My Positive Attitude | Teen Ink

My Positive Attitude

October 12, 2011
By ianrbi2 SILVER, Uxbridge, Massachusetts
ianrbi2 SILVER, Uxbridge, Massachusetts
5 articles 0 photos 0 comments

Usually when you are losing 13-2 in the last inning of a baseball game, the game is over, but not this game. When I was 12 years old, this happened to me. We were not a very good team but we always believed in ourselves and had a lot of heart. We all kept saying, “We’re not done just yet”, and we held our heads high. If we thought negatively and gave up, the game would have been over. We scrapped away for runs throughout the inning here and there. Then, with a walk-off single, we won 14-13!
I was not a very positive person but that game changed me. I thought to myself, “If I stay positive and take things one step at a time, my problems won’t be so hard to overcome.” I have applied this “positive thinking” to my everyday life. Any challenges I have encountered don’t seem so hard. I have used positive thinking to help me take tests and with the other problems I have faced. By thinking positively, I have slowed down my problems and worked through them. I begin by thinking, “I can get through this” or “this isn’t so bad.” Thinking positively helps me to not be nervous or overwhelmed with anything.
This new philosophy of positive thinking isn’t always as easy to use. Sometimes there are things I think I can never overcome like taking my exams for the first time in seventh grade.

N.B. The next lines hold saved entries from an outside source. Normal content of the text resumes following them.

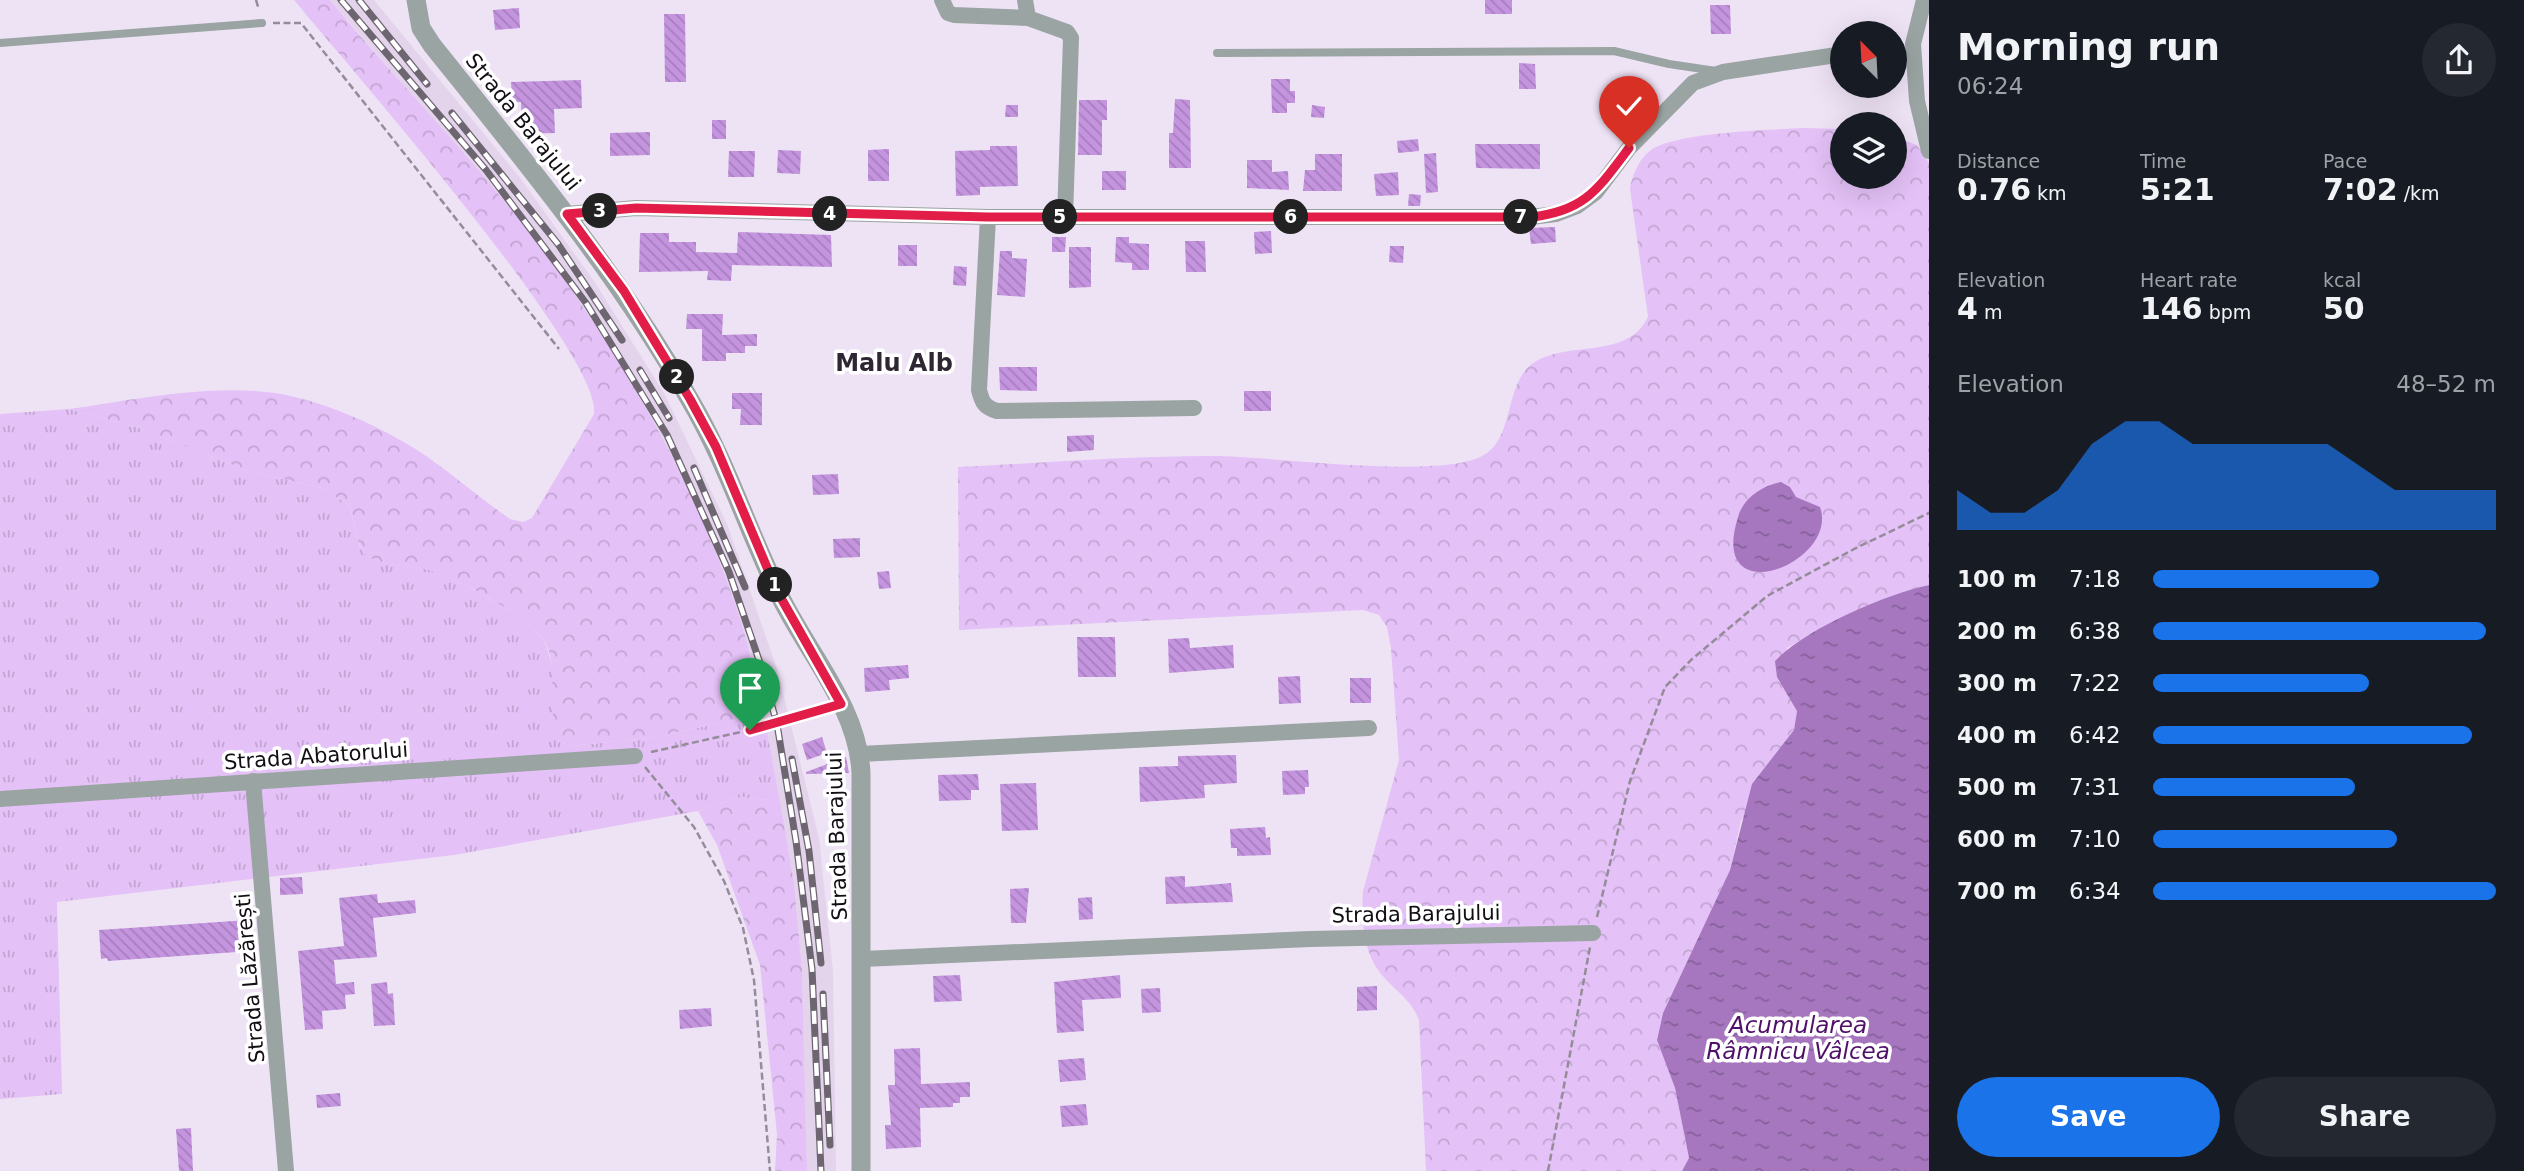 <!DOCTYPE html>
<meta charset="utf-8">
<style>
:root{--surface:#171b24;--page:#242831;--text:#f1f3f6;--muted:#9ea1a6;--accent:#1a73e8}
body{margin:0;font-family:"DejaVu Sans",sans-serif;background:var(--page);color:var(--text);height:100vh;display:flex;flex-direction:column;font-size:26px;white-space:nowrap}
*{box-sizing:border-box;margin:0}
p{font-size:23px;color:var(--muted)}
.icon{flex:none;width:38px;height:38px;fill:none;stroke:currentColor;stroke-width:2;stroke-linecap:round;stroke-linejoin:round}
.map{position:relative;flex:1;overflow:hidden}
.side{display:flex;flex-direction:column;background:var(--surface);width:595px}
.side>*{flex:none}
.needle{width:46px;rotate:336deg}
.tools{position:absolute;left:1830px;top:21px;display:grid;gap:14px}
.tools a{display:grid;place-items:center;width:77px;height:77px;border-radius:50%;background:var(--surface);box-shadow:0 7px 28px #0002;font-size:35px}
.pin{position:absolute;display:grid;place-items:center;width:60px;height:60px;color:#fff;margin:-72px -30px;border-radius:50% 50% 50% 0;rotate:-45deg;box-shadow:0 0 7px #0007}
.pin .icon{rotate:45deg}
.km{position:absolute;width:35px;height:35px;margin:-18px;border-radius:50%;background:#222;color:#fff;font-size:19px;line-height:35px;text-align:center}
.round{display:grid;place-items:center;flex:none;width:74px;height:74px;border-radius:37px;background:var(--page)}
.head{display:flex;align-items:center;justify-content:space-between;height:119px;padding:0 28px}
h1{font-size:38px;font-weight:800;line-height:52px}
.stats{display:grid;grid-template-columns:repeat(3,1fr);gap:10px;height:119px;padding:7px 28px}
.stats div{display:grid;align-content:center}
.stats b{font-size:30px;font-weight:800}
.stats small{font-size:19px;font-weight:400}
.stats p{font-size:19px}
.chart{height:196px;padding:14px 28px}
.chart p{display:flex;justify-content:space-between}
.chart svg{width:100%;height:126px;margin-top:7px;fill:var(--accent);opacity:.7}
.cta{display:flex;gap:14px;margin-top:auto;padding:14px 28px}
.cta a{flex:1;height:80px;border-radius:42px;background:var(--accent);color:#fff;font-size:28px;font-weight:800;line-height:80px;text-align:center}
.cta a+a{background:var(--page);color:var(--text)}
ul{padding:0 28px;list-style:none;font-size:23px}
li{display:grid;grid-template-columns:112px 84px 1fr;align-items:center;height:52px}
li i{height:18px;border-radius:9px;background:var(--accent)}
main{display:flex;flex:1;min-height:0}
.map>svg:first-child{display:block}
</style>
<main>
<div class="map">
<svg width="1929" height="1171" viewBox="0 0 1929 1171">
<defs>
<pattern id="grass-tufts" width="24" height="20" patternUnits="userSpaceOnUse" patternTransform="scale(1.75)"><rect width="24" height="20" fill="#e4c1f7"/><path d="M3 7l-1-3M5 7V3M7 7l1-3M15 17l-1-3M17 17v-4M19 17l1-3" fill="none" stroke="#c3a5d3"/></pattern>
<pattern id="forest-crowns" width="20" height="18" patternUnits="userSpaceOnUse" patternTransform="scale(1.75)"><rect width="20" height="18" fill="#e4c1f7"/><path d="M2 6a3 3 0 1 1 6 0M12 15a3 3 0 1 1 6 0" fill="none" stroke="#c3a5d3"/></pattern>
<pattern id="water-ripples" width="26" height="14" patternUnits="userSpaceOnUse" patternTransform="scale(1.75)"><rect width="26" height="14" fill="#a677bf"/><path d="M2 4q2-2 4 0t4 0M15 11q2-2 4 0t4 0" fill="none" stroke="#86609a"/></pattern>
<pattern id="building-back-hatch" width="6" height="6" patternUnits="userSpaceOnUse" patternTransform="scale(1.75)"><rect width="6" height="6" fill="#c494df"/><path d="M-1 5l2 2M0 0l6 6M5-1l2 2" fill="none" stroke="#a77ebe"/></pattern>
</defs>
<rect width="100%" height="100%" fill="#eee3f5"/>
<path fill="#e3d4ec" d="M 330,0 L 374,0 L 521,179 L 594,281 L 664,393 L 727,524 L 777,669 L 819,838 L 833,971 L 836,1171 L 807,1171 L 802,970 L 794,883 L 764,714 L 749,649 L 707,535 L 643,405 L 575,297 L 499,196 Z"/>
<path fill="url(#grass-tufts)" d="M 69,409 L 139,428 L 248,471 L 322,488 L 349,505 C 353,515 357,541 360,547 C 372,569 410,564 430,570 C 457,579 536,619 546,645 C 557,674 555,711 559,742 L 570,746 L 649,738 L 764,714 L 783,819 L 768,800 L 740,797 L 698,811 L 454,855 L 57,902 L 62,1094 L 0,1099 L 0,414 Z"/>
<path fill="url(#forest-crowns)" d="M 294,0 L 330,0 C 385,67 445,129 500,196 C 599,317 685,458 736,607 C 748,642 756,678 764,714 L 649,738 L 570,746 L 559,742 C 545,712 560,668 545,642 C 529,616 457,578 428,570 C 409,564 370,569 360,546 C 356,538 354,517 349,505 L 322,488 L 248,471 L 139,428 L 69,409 C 133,400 201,385 266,392 C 318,397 386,428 429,458 C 456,477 482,500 510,519 L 523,522 L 532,518 L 594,414 C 604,356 343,60 294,0 Z
M 1803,128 L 1843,129 L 1843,177 L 1895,177 L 1895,137 L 1917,145 L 1929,163 L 1929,585 C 1877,597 1833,623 1787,648 L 1797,711 L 1794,730 L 1777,754 L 1741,821 L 1730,870 L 1663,1013 L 1657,1039 L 1675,1088 L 1689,1158 L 1682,1171 L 1426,1171 L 1419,1020 C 1412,1000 1394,990 1381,974 C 1363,952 1361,918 1363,891 L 1399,760 L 1391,648 L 1387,627 L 1379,615 L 1363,610 L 959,630 L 958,467 C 1043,463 1128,456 1213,456 C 1271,456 1437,480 1482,456 C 1516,439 1503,381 1535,362 C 1571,340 1627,360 1648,317 L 1630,189 C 1632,175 1641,155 1654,148 C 1684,132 1767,130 1803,128 Z
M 740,797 L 769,800 L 783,819 L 794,883 L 802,970 L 807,1171 L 775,1171 L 777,1134 L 760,965 L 717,845 L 698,811 Z"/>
<path fill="url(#water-ripples)" d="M 1781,482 L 1790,487 L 1796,497 L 1820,507 C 1840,563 1707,615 1738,517 C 1743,498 1763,485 1781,482 Z
M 1929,585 L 1929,1171 L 1682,1171 L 1689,1158 L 1675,1088 L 1657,1040 L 1663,1013 L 1730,870 L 1752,784 L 1794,730 L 1797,711 L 1777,677 L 1775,661 C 1807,628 1884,595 1929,585 Z"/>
<path fill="url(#building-back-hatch)" d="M 1485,0 L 1512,0 L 1512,14 L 1485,14 Z
M 1710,5 L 1730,5 L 1731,34 L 1711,34 Z
M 519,8 L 520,28 L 495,30 L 493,10 Z
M 664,14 L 685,14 L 686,82 L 665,82 Z
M 1519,63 L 1535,64 L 1536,89 L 1519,89 Z
M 1271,79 L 1290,79 L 1290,91 L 1295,91 L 1295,103 L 1287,103 L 1287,113 L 1272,113 Z
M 581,80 L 582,108 L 554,109 L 555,133 L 522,134 L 521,102 L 512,102 L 511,82 Z
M 1175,99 L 1190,100 L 1191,168 L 1169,168 L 1169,133 L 1173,133 Z
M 1079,100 L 1107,100 L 1107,120 L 1102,120 L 1102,155 L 1078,155 Z
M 1006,105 L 1018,105 L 1018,117 L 1005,117 Z
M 1312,105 L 1325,107 L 1324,118 L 1311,117 Z
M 712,120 L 726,120 L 726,139 L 712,139 Z
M 650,132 L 650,155 L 610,156 L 610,133 Z
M 1418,139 L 1419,151 L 1398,153 L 1397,141 Z
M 1475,144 L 1540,144 L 1540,169 L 1476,168 Z
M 990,146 L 1017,146 L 1018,186 L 980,187 L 980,195 L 956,196 L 955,151 L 990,150 Z
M 889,149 L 889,181 L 868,181 L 868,150 Z
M 778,150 L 801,151 L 800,174 L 777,173 Z
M 729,151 L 755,151 L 754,177 L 728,177 Z
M 1436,153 L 1438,192 L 1426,193 L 1424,154 Z
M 1315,154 L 1342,154 L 1342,191 L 1303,191 L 1305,170 L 1315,170 Z
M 1247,160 L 1272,160 L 1272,172 L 1288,171 L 1289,190 L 1247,188 Z
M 1102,171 L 1126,171 L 1126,190 L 1102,190 Z
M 1398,172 L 1399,195 L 1376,196 L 1374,174 Z
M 1409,194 L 1421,195 L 1420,206 L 1408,206 Z
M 1555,227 L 1556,242 L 1531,244 L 1529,228 Z
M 1271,231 L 1272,253 L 1255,254 L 1254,232 Z
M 738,232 L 831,235 L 832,267 L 732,265 L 731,281 L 707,280 L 708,271 L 639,272 L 640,233 L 669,233 L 669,242 L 696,242 L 696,252 L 737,253 Z
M 1052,237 L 1066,237 L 1065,252 L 1052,252 Z
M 1116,237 L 1129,237 L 1129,243 L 1149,244 L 1149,270 L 1132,270 L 1132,263 L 1115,262 Z
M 1185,241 L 1205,241 L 1206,272 L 1186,272 Z
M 898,245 L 917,245 L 917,266 L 898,266 Z
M 1390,246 L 1404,246 L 1403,263 L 1389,262 Z
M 1069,247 L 1091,247 L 1091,287 L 1069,288 Z
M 1000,251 L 1012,251 L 1012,258 L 1027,259 L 1025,297 L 997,295 Z
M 954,266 L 967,267 L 966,286 L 953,285 Z
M 687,314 L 723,314 L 722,335 L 757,334 L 757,346 L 745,346 L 745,353 L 726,353 L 726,361 L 702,361 L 702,329 L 686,329 Z
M 999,367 L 1037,367 L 1037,391 L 1000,390 Z
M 1244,391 L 1271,391 L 1271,411 L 1244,411 Z
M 732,393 L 762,393 L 762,425 L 740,425 L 741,409 L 732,409 Z
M 1094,435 L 1094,450 L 1067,452 L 1067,436 Z
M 838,474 L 839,494 L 813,495 L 812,475 Z
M 860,538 L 860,557 L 834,558 L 833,539 Z
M 889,571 L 891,588 L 879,589 L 877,572 Z
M 1077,637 L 1115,637 L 1116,677 L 1078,677 Z
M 1189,638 L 1190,648 L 1233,645 L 1234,668 L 1169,673 L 1168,639 Z
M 908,665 L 909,678 L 889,680 L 890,690 L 865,692 L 864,668 Z
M 1300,676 L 1301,703 L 1279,704 L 1278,677 Z
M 1350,678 L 1371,678 L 1371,703 L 1350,703 Z
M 822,737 L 827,753 L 807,760 L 802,744 Z
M 1236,755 L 1237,783 L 1204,785 L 1205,798 L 1140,802 L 1139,767 L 1178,766 L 1178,756 Z
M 846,757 L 849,773 L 806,774 L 806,772 Z
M 1308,770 L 1309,787 L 1305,787 L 1305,794 L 1283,795 L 1282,771 Z
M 978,774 L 979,790 L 971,790 L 971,800 L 939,801 L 938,775 Z
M 1036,783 L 1038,830 L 1002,831 L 1000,784 Z
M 1265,827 L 1266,838 L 1270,837 L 1271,855 L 1237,856 L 1237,848 L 1231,848 L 1230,829 Z
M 1185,876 L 1185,887 L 1231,883 L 1233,902 L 1166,904 L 1165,877 Z
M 302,877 L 303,894 L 280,895 L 280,878 Z
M 1029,888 L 1026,923 L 1011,923 L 1010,889 Z
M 377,894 L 378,903 L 415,900 L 416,913 L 373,918 L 377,957 L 334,960 L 336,984 L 354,982 L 355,994 L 345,995 L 346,1009 L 322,1011 L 323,1029 L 305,1030 L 298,951 L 344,946 L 339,898 Z
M 1092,897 L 1093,919 L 1079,920 L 1078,898 Z
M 249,920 L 251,951 L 108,961 L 107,958 L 101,959 L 99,930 Z
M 960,975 L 962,1001 L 934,1002 L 933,976 Z
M 1120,975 L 1121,998 L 1082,1000 L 1084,1031 L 1057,1033 L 1054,982 Z
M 387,982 L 388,994 L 393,993 L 395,1025 L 374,1026 L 371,984 Z
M 1377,986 L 1377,1010 L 1357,1011 L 1357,987 Z
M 1160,988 L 1161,1012 L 1142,1013 L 1141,989 Z
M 711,1008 L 712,1026 L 680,1029 L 679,1010 Z
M 920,1048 L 921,1084 L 970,1082 L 970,1097 L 960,1097 L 960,1103 L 953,1103 L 953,1107 L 920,1108 L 921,1147 L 886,1149 L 885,1125 L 891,1125 L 888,1085 L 895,1085 L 894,1049 Z
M 1084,1058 L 1086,1080 L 1060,1082 L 1058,1060 Z
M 340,1093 L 341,1106 L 317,1108 L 316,1095 Z
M 1086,1104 L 1088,1125 L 1062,1127 L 1060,1106 Z
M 191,1128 L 193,1171 L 179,1171 L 176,1129 Z"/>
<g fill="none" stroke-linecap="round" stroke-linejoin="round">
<path stroke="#948c99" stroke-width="2.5" stroke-dasharray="7 3.5" stroke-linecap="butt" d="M 256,0 L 259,10
M 273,23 L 301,23 L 559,349
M 651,752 L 777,724 L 824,709
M 645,767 L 694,827 L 724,881 L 743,928 L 754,980 L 770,1171
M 1597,917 L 1630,781 L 1665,687 L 1691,660 L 1767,596 L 1858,547 L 1929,513
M 1548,1171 L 1590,947"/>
<path stroke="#9aa4a2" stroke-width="8" d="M 0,43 L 262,23
M 1217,53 L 1614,51 L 1669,64 L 1716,71"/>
<path stroke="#9aa4a2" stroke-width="16" d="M 942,0 L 948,13 L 954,15 L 1028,18 L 1067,32 L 1071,38 L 1065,217
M 1025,0 L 1028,18
M 1924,0 L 1913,44 L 1917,101 L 1929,151
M 567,214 L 636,208 L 988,217 L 1531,217 L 1556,214 L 1577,206 L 1596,192 L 1629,148 L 1693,83 L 1723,72 L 1843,54
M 988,217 L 979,390 C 982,402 984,407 997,411 L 1194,408
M 860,754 L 1369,728
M 253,781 L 286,1171
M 0,799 L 635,756
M 863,959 L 1310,939 L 1593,933"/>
<path stroke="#9aa4a2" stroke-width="19" d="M 416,0 L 421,28 L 432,45 C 524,160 617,272 690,400 C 726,461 747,528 778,592 C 805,650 858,706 861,773 L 861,1171"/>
<defs>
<path id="rail" d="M 341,0 L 486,170 L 586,303 L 667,435 L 729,572 L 760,663 L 777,724 L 796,841 L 812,969 L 821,1171
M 359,0 L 427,84
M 452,113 L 558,244 L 622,340
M 640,370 L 669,418
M 694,468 L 745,587
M 792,759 L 809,851 L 821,963
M 823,994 L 830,1145"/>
</defs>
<use href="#rail" stroke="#6d6671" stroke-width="7"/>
<use href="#rail" stroke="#fff" stroke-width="4.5" stroke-dasharray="13" stroke-linecap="butt"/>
</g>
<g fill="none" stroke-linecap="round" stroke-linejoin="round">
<defs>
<path id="route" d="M 750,730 L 841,704 L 777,591 L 716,447 L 690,399 L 624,291 L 567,214 L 636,208 L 988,217 L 1531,217 C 1585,211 1598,189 1629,148"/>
</defs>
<use href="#route" stroke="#fff" stroke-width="14"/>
<use href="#route" stroke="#e11d48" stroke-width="9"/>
</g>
<g text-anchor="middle" stroke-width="7" stroke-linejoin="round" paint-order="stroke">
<g font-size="21" fill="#120e14" stroke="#fff">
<text transform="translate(523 122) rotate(51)" y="7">Strada Barajului</text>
<text transform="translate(316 756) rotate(-4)" y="7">Strada Abatorului</text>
<text transform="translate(837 836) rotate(-92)" y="7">Strada Barajului</text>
<text transform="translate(1416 914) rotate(-1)" y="7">Strada Barajului</text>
<text transform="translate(250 978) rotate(-95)" y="7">Strada Lăzărești</text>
</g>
<g font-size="23" font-style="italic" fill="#50106a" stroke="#fff">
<text x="1798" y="1033">Acumularea<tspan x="1798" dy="26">Râmnicu Vâlcea</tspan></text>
</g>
<g font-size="24" font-weight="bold" fill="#2f2633" stroke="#fff">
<text x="894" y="371">Malu Alb</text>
</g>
</g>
</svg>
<div class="tools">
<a><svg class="needle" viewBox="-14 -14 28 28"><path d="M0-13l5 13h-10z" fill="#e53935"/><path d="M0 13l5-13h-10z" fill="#9ea1a6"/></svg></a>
<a><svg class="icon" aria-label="layers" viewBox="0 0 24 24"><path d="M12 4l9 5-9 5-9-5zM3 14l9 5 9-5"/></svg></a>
</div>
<div class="pin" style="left:750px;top:730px;background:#1e9e55"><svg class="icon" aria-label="arrive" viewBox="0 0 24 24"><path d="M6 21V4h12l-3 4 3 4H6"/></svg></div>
<div class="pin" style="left:1629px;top:148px;background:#d93025"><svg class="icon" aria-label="check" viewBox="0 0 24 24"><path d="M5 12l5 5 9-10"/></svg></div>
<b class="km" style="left:775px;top:585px">1</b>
<b class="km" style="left:677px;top:377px">2</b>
<b class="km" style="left:600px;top:211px">3</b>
<b class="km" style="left:830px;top:214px">4</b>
<b class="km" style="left:1060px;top:217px">5</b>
<b class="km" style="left:1291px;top:217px">6</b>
<b class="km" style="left:1521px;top:217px">7</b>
</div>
<section class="side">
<div class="head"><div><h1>Morning run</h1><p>06:24</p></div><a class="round"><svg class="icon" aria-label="share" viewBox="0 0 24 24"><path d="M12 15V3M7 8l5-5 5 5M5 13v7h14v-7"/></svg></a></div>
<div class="stats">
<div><p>Distance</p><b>0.76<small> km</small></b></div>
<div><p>Time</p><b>5:21</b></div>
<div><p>Pace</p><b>7:02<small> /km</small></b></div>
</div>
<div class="stats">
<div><p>Elevation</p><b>4<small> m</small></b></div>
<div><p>Heart rate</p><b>146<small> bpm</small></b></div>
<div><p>kcal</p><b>50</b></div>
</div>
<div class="chart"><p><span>Elevation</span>48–52 m</p>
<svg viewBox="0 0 160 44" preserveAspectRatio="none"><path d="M0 44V30L10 38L20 38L30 30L40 14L50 6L60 6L70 14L80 14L90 14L100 14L110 14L120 22L130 30L140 30L150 30L160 30V44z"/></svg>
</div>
<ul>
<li><b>100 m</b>7:18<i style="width:66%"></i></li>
<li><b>200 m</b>6:38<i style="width:97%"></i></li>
<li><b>300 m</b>7:22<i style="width:63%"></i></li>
<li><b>400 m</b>6:42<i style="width:93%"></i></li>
<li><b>500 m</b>7:31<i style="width:59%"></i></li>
<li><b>600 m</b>7:10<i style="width:71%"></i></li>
<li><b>700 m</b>6:34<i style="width:100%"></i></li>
</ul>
<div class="cta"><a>Save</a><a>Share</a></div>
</section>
</main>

Exams were new to me. At my old school, we didn’t have them and our test weren’t that long. The exams I was about to take seemed as if they were going to be mammoth-sized, like a never ending highway. I had been apprehensive and nervous for these exams for a few weeks in advance. Positive thinking didn’t seem like it could help me anymore. It was almost as if I had wasted the last year with this method. I almost felt like a bomb because I felt like I could explode at any moment from all of the studying and information I had to know for the upcoming exams. Feeling as overwhelmed as I had ever been before, I thought back to the 14-13 win I had been a part of.
I stopped what I was doing and slowed my studying down. I realized this was information I had already known. I knew it inside and out. I just needed to recall this information, which I had learned throughout the school year. Realizing this, I finished my studying and was ready for the exams. They didn’t seem too difficult anymore. I went into the last week of the school year positive, confident, and ready for the test. It turned out I was all of those things. I received all A’s on my final exams. Many thoughts went through my head. I was proud of myself, felt a sense of accomplishment, and realized positive thinking helped me once again.
It has also helped me with the bigger challenges of life. Within the last year, two of my grandparents have died. I didn’t know what to think. I had never lost anyone who was close to me before. My dad’s father died in September of 2010. We are a very close family so it was sad to see him go. I didn’t know how to deal with this. It was excruciatingly painful and it felt as if all my feeling for him were ripped out and he was gone forever.
To make matters worse, just as we were getting over my grandfather’s death, my mother’s mom passed away in April of 2011. Less than a calendar year apart, two of my grandparents were gone.

I tried to think positively but it just didn’t work. I felt as if I had been shot in the chest and then, once the wound healed, I had been shot in the back. Eventually, about a week later, I did feel better. With so many emotions going through my head I discovered I just needed a little time to let everything pass. Positive thinking hadn’t solved my problem, but after I let everything pass, it did. Then I thought back to the baseball game and how positive we were. In hindsight, we probably knew we were going to lose, but that didn’t stop us then. I wouldn’t let it stop me now. I thought about all the good times I had with my grandparents and I knew they wouldn’t want me to stay sad. I kept saying, “They’re in a better place,” and “They aren’t suffering anymore,” which helped me keep going.
Positive thinking has made me the person I am today and it has helped me become patient with myself. When I am nervous or struggling with a problem, it helps to have the right attitude. I now know I can overcome any challenge as long as I have the right mind set and it all started when we won 14-13.